TASK DESCRIPTION: Go over the entries and report the lines where the word "JSON" occurs.

━━━━━ DATASET EXTRACT ━━━━━

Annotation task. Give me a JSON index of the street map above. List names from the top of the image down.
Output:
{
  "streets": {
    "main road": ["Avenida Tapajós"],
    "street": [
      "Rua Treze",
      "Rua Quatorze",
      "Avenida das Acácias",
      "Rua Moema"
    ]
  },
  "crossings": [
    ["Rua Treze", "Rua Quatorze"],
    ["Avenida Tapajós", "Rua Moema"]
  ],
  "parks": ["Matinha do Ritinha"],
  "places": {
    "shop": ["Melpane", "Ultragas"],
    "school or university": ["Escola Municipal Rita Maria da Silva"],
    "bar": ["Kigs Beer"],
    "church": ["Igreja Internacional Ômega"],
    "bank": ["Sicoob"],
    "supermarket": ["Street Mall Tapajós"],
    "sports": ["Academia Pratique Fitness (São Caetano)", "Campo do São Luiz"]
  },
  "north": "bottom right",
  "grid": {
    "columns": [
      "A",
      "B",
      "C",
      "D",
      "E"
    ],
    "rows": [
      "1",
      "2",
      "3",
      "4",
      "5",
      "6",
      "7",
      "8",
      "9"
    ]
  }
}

━━━━━
━━━━━ DATASET EXTRACT ━━━━━

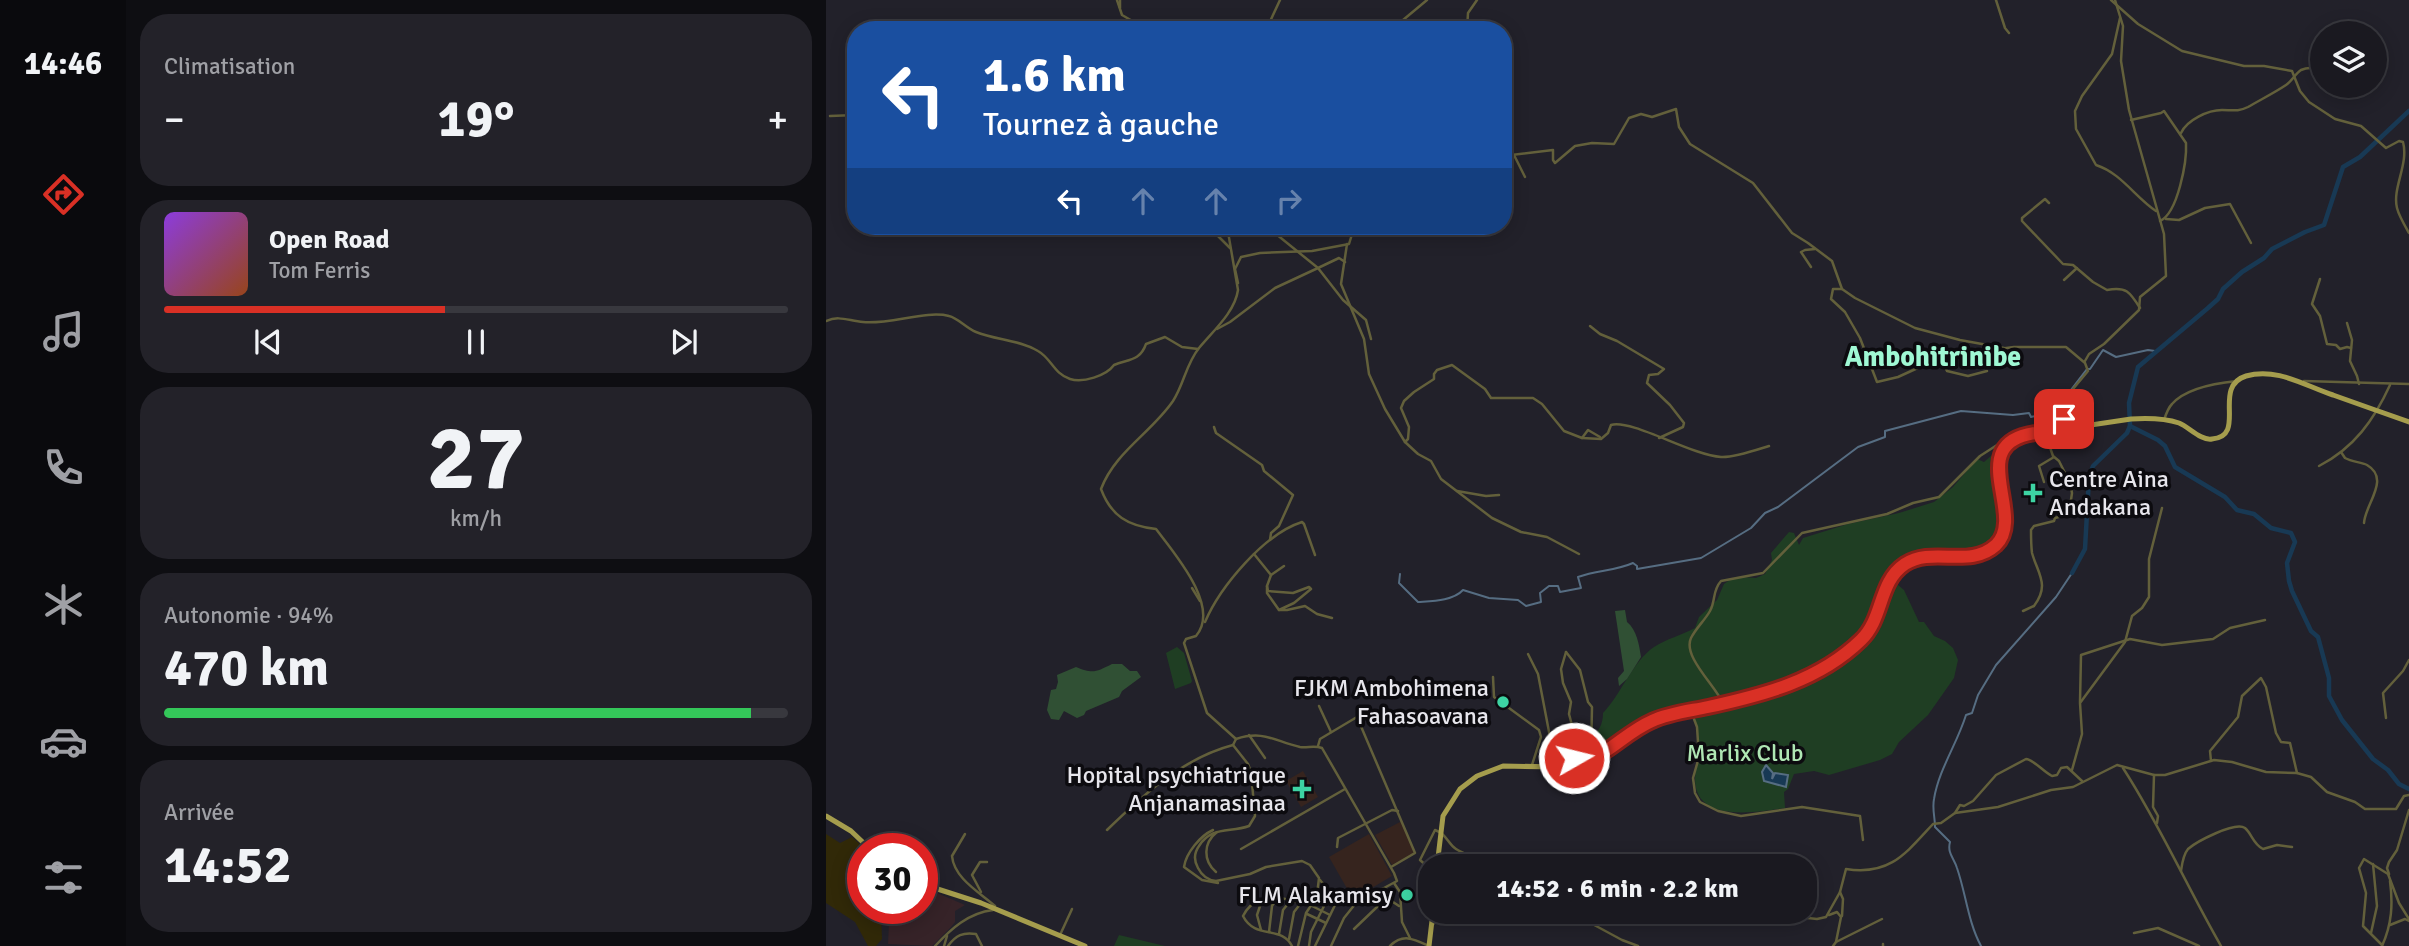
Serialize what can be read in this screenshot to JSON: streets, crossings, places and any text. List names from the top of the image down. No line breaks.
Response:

━━━━━

OUTPUT FOR THIS TASK:
Annotation task. Give me a JSON index of the street map above. List names from the top of the image down.
Serialize what can be read in this screenshot to JSON: streets, crossings, places and any text. List names from the top of the image down. No line breaks.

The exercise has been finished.